Bio:  Prior to joining the faculty of the University of Notre Dame, Scott Emrich obtained a BS in Biology and Computer Science from Loyola College (MD) and a 2007 BCB PhD from Iowa State University after which he won the 2008 Zaffrano Prize for Graduate Research.  His research focus remains mostly computational genomics, and he has published over 75 peer-reviewed publications including venues such as Science (4, 2 covers), PNAS (3), Nature and Genome Research.

Scott will also speak at a March 30 seminar for the Computer Science Department at 3:40 p.m in 2019 Morrill Hall.  Here is the title and abstract for that presentation:

Integrating diverse data for improved computational genomics

Abstract: Genomics-driven analysis of many important species, which we have called “non-models”, remains challenging.  My group is funded by the NIH to computationally leverage newer higher-throughput sequencing and domain expert-provided metadata (biological traits like drug resistance, protein folding, community-sourced data) to tackle problems mostly related to arthropod-borne diseases (e.g., malaria). 

For this talk I will focus on updates to our 2016 ACM BCB paper, which has been submitted at the request of the organizers to IEEE/ACM Transactions on Computational Biology and Bioinformatics (TCBB). Previous computational approaches for imputation of missing genotype data have relied on a linear order of markers and a genotype panel, both of which are not common in non-models. We address this limitation with our ADDIT (Accurate Data-Driven Imputation Technique) approach, which is composed of two data integration-focused algorithms: a non-model variant that employs statistical inference, and a model organism variant that better leverages reference data using a supervised learning-based approach. I will show that ADDIT is more accurate, faster and requires less memory than state-of-the art methods using model (human) and non-model (maize, apple, grape) datasets.  I also may present emerging –omics results from three other funded projects, two involving closely related mosquito species complexes (Anopheles funestus and Culex quinquefasciatus) and a new R01 looking at sequence and network patterns linked to protein folding.  These methods integrate sequence analysis with graph and sketch-based methods for integrating diverse data types with variable levels of uncertainty.

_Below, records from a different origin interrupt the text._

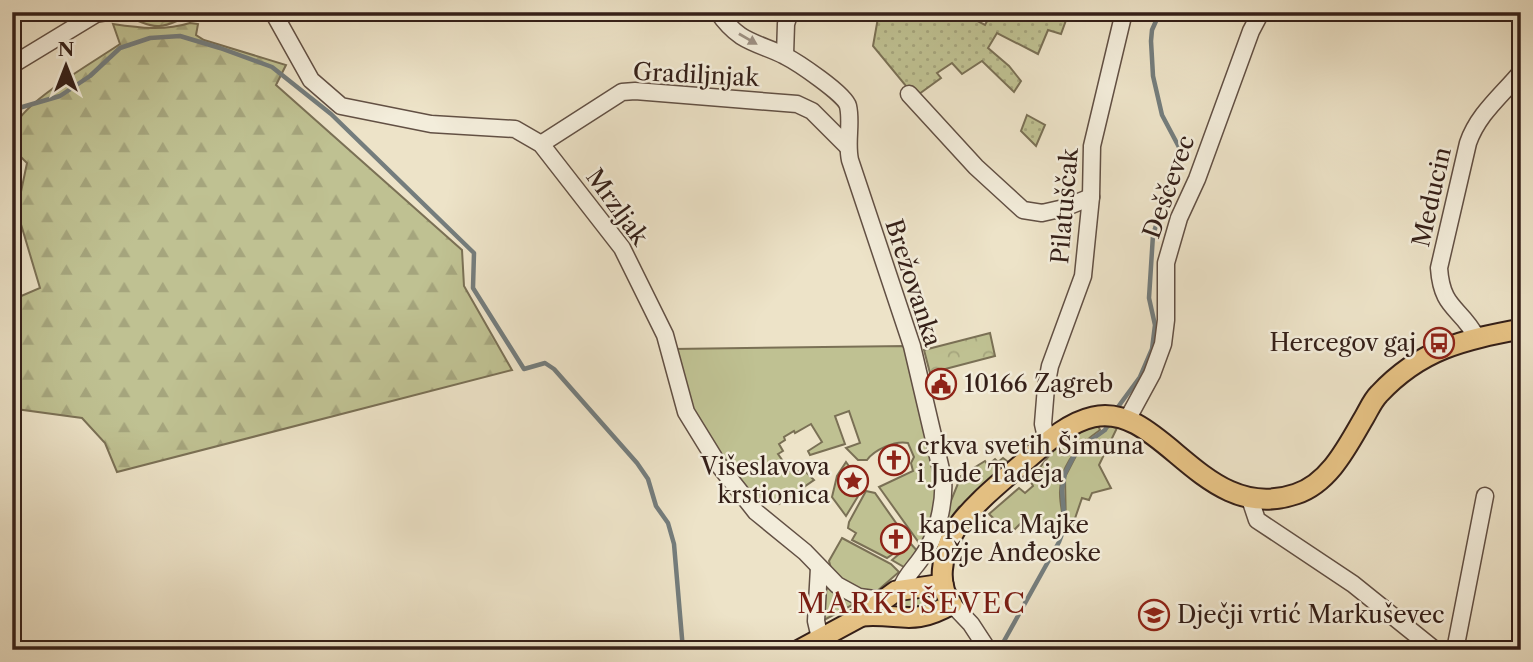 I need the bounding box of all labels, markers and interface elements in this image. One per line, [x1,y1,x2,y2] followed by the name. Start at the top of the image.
[32,32,102,102] north arrow
[738,33,757,45] one-way arrow
[58,38,74,61] text: N
[632,57,761,92] street label: Gradiljnjak
[1137,131,1201,242] street label: Deščevec
[1406,144,1457,250] street label: Meducin
[1045,146,1084,265] street label: Pilatuščak
[580,163,655,251] street label: Mrzljak
[879,215,948,351] street label: Brežovanka
[1422,326,1456,360] bus stop icon: Hercegov gaj
[1269,328,1416,357] place label: Hercegov gaj
[924,367,958,401] public building icon: 10166 Zagreb
[964,369,1113,398] place label: 10166 Zagreb
[917,430,1144,488] place label: crkva svetih Šimuna i Jude Tadeja
[877,443,911,477] church icon: crkva svetih Šimuna i Jude Tadeja
[700,452,830,509] place label: Višeslavova krstionica
[836,464,870,498] place icon: Višeslavova krstionica
[919,510,1101,567] place label: kapelica Majke Božje Anđeoske
[879,522,913,556] church icon: kapelica Majke Božje Anđeoske
[797,585,1027,620] district label: MARKUŠEVEC
[1137,598,1171,632] school or university icon: Dječji vrtić Markuševec
[1177,600,1445,629] place label: Dječji vrtić Markuševec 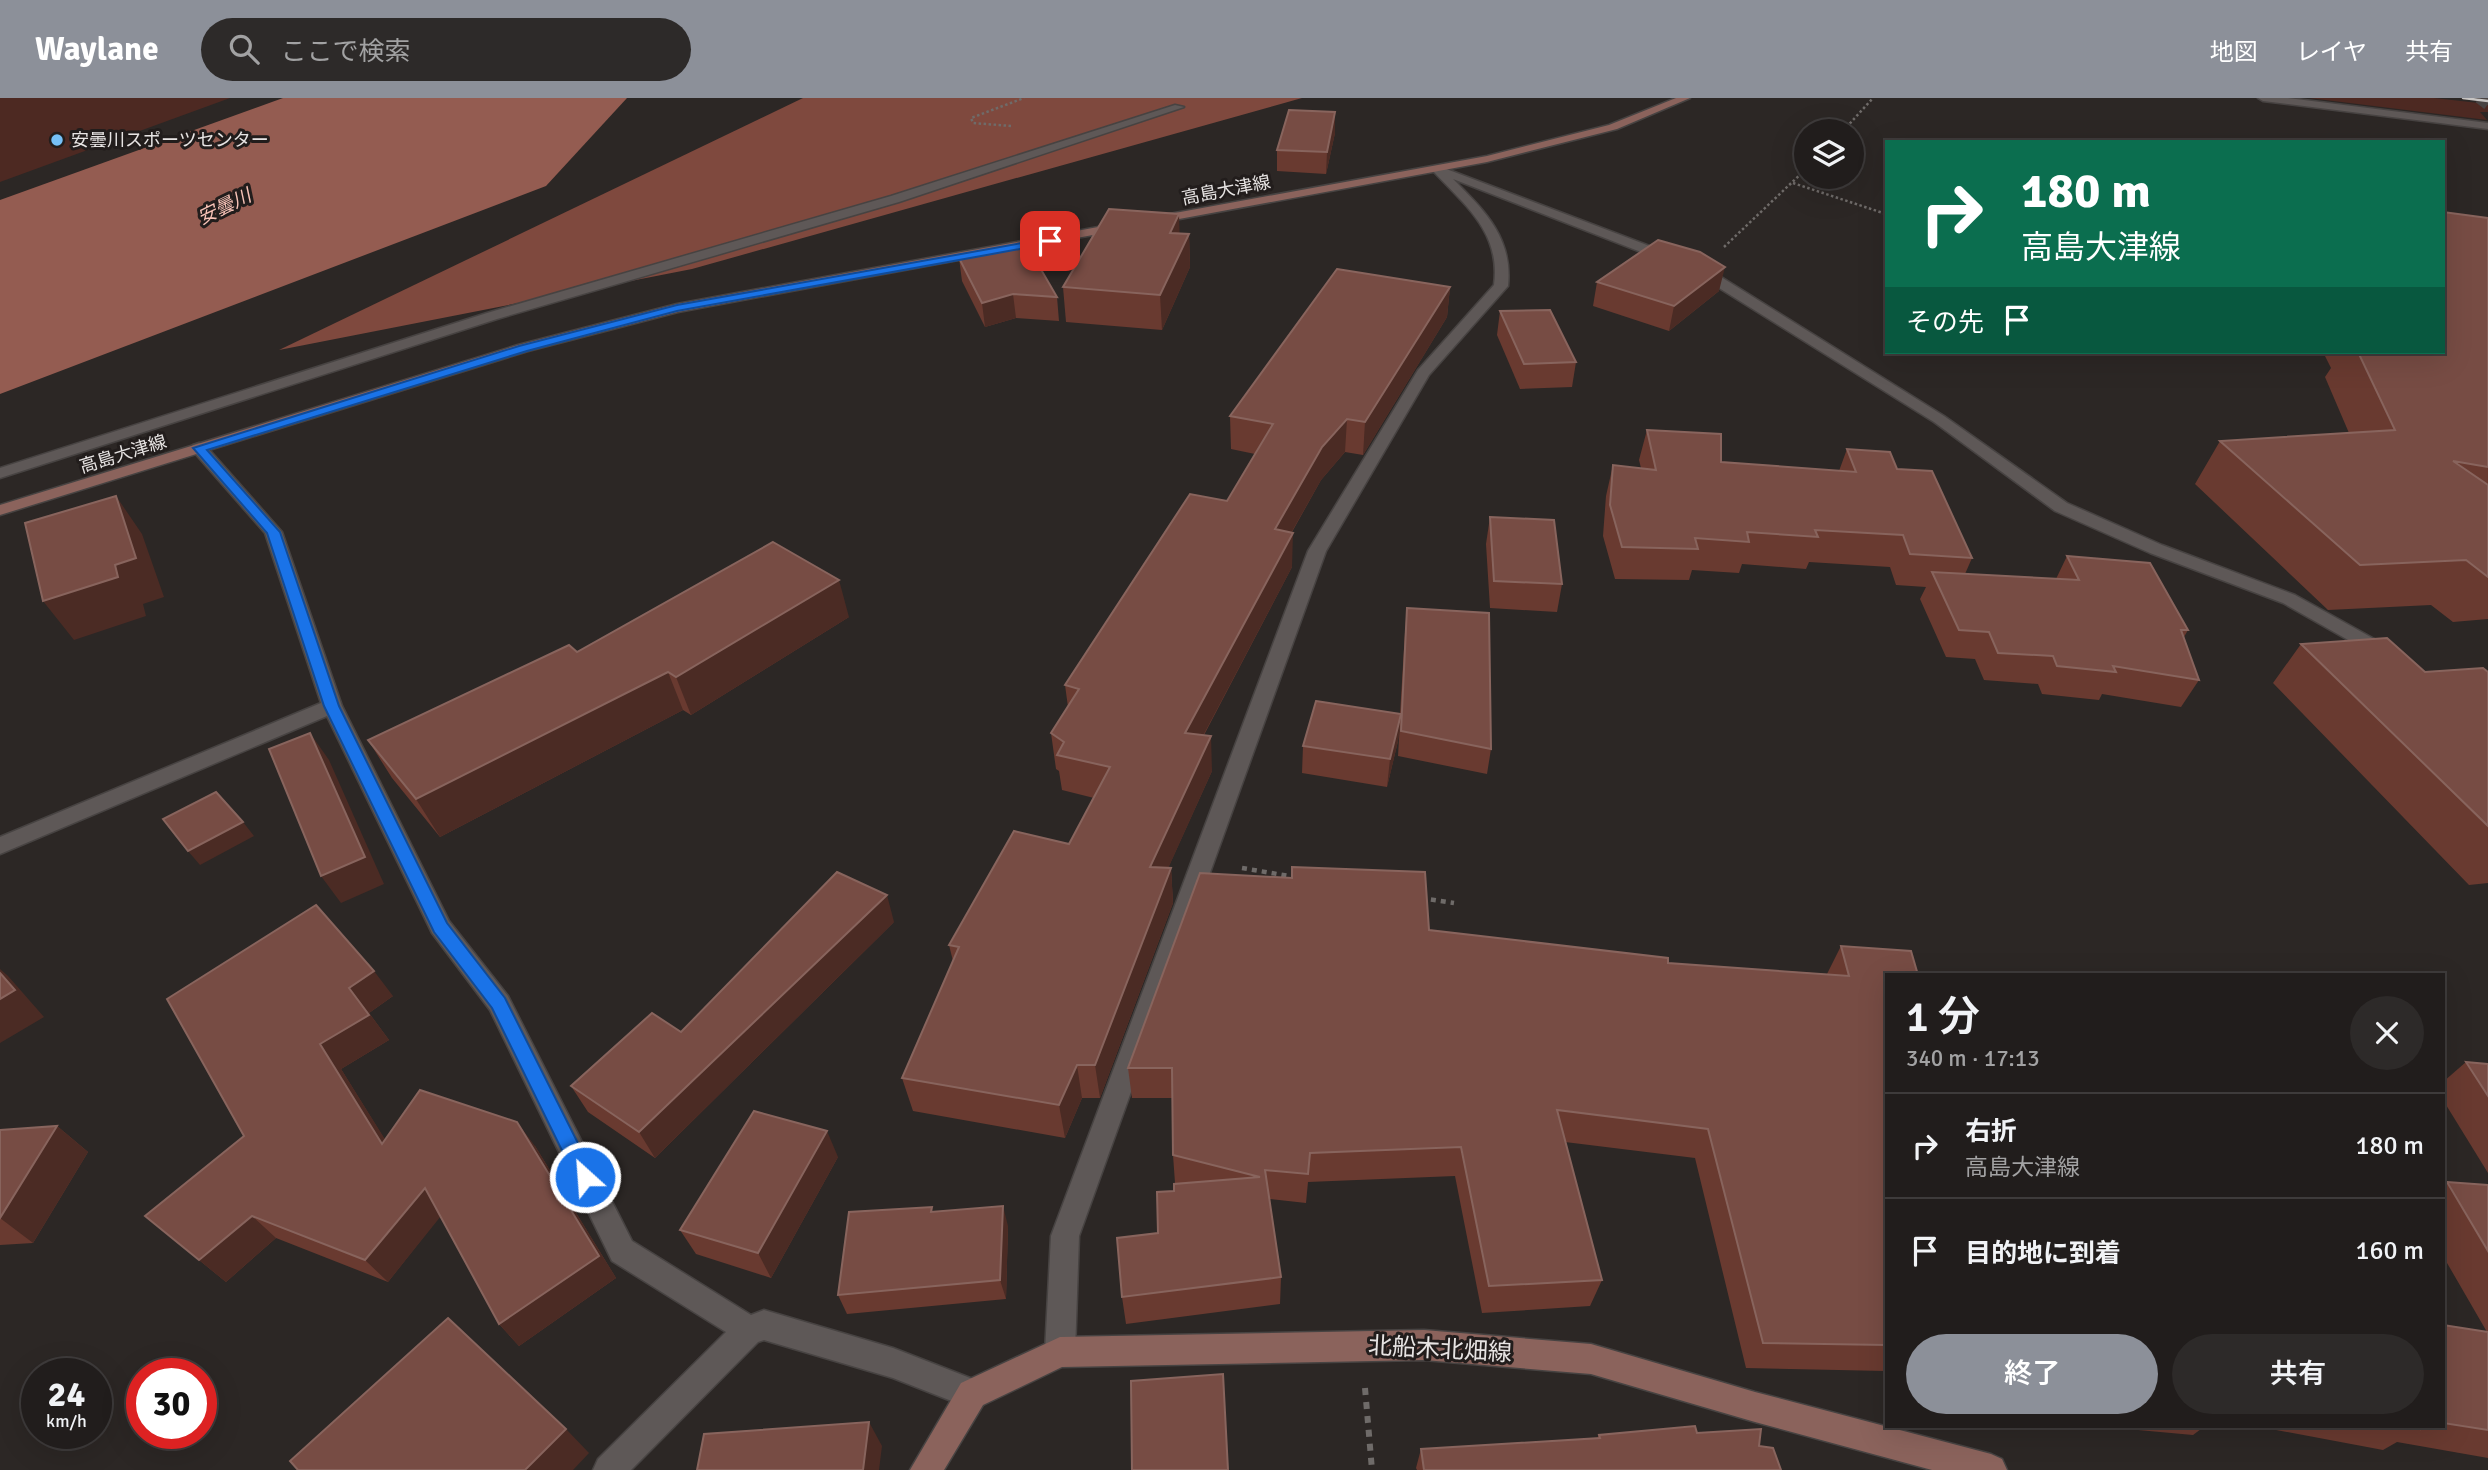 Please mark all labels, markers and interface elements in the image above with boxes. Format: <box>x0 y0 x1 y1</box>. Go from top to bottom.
search box <box>201 18 691 81</box>
text: Waylane <box>35 29 159 70</box>
icon: search <box>225 30 263 68</box>
text: ここで検索 <box>281 36 411 68</box>
text: 地図 <box>2210 37 2258 67</box>
text: レイヤ <box>2296 37 2367 67</box>
text: 共有 <box>2405 37 2453 67</box>
map controls <box>1794 119 1864 189</box>
button: layers <box>1794 119 1864 189</box>
place label: 安曇川スポーツセンター <box>71 129 269 151</box>
marker: 安曇川スポーツセンター <box>49 132 65 148</box>
text: 180 m <box>2021 161 2151 221</box>
icon: right <box>1906 168 1997 259</box>
street label: 高島大津線 <box>1180 171 1272 209</box>
water label: 安曇川 <box>194 183 257 230</box>
pin <box>1020 211 1080 271</box>
icon: arrive <box>1031 222 1069 260</box>
text: 高島大津線 <box>2021 228 2181 267</box>
icon: arrive <box>1998 301 2036 339</box>
text: その先 <box>1906 307 1984 339</box>
street label: 高島大津線 <box>77 430 169 478</box>
text: 1 分 <box>1906 992 1980 1043</box>
button: close <box>2350 996 2424 1070</box>
text: 340 m · 17:13 <box>1906 1044 2040 1073</box>
text: 右折 <box>1965 1116 2017 1148</box>
icon: right <box>1906 1127 1944 1165</box>
text: 180 m <box>2355 1130 2424 1162</box>
position arrow <box>548 1140 622 1214</box>
text: 高島大津線 <box>1965 1153 2080 1182</box>
icon: arrive <box>1906 1232 1944 1270</box>
text: 160 m <box>2355 1235 2424 1267</box>
text: 目的地に到着 <box>1965 1238 2121 1270</box>
street label: 北船木北畑線 <box>1367 1330 1513 1368</box>
button: 終了 <box>1906 1334 2158 1414</box>
button: 共有 <box>2172 1334 2424 1414</box>
speed limit sign: 30 <box>126 1358 217 1449</box>
text: 24 <box>48 1373 85 1416</box>
text: km/h <box>46 1410 87 1432</box> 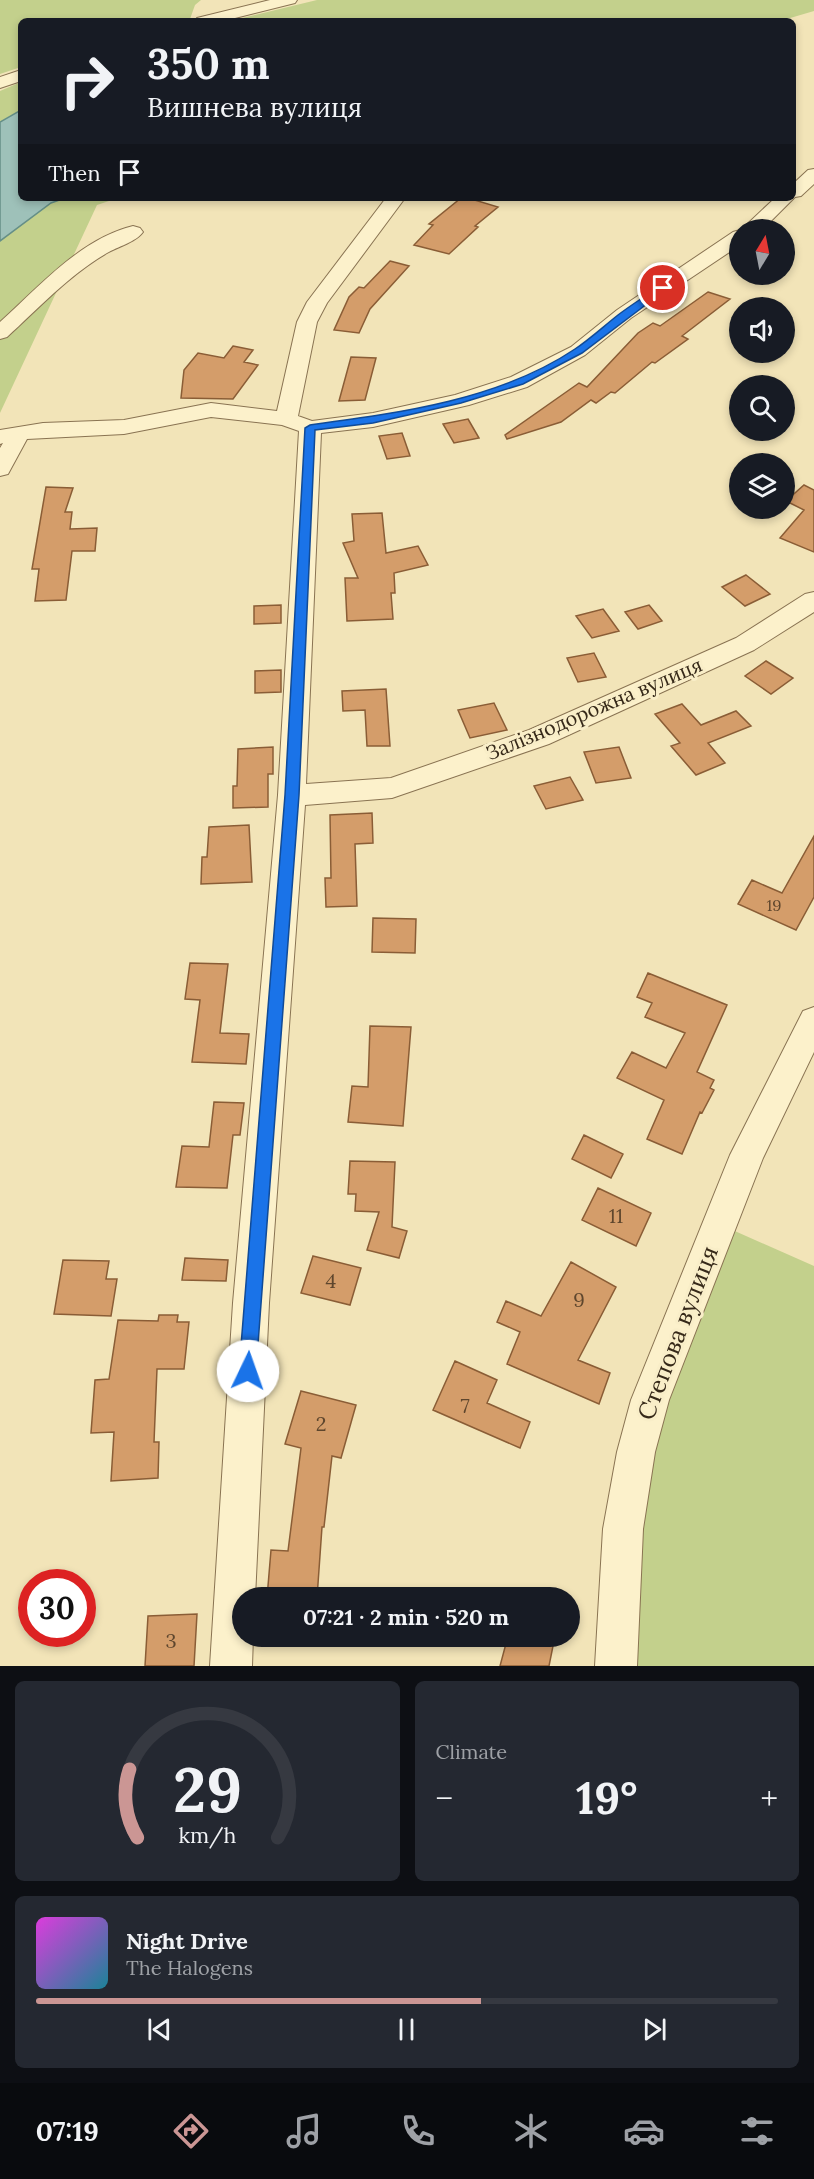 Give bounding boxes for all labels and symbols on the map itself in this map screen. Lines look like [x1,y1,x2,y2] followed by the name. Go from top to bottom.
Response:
[729,219,795,285] north arrow
[637,262,688,313] pin
[482,652,706,765] street label: Залізнодорожна вулиця
[766,895,782,915] house number: 19
[609,1203,623,1228] house number: 11
[630,1241,725,1424] street label: Степова вулиця
[326,1268,337,1293] house number: 4
[573,1287,585,1312] house number: 9
[216,1339,280,1403] position arrow
[460,1393,470,1418] house number: 7
[316,1411,326,1436] house number: 2
[18,1569,96,1647] speed limit sign: 30
[165,1628,177,1653] house number: 3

The full schedule for the BCB Symposium including student presentations includes:



8:30 - 9:00

Breakfast and Welcome

9:00 - 9:50

Speaker: Dr. Scott Emrich, Director of Bioinformatics at Notre Dame

ISU and BCB Alumni

10:00 - 10:40

Poster session 1

10:45 - 11:35

Speaker: Dr. Stephen Altschul, Senior Investigator, NIH’s NLM/NCBI

11:35 - 12:35


12:40 - 1:30

Speaker: Dr. Zhiping Weng, Univ. of MA Medical School, Biochemistry and Molecular Pharmacology Department

1:40 - 2:20

Poster Session 2

2:20 - 3:05

Student Presentations:

Lauren Laboissonniere – Single cell transcriptomics of photoreceptive retinal ganglion cells

Carla Mann – Predicted Protein Intrinsic Disorder Improves in silico identification of RNA-Protein Partners

Gokul Wimalanathan – Maize - GO Annotation Methods Evaluation and Review (MAIZE-GAMER)

3:05 – 3:25

Coffee Break

3:25 – 3:40

Student Presentations, continued

John Hsieh - Evaluation of Organism Identification for 16S rRNA Sequencing of Chicken Cecal Microbiome

3:40 – 4 p.m.

Undergraduate Student Presentations - A Buggy Dataset: Bioinformatics Analyses on RNA Sequencing Data from Insect BioBlitz

4:05 - 4:20

Closing Remarks: Dr. Carolyn Lawrence Dill


Sponsors for the BCB Symposium include the Office of Biotechnology, the College of Liberal Arts and Sciences, the College of Agriculture and Life Sciences, the College of Veterinary Medicine, the College of Engineering, the BCB Graduate Program and the Graduate & Professional Student Senate.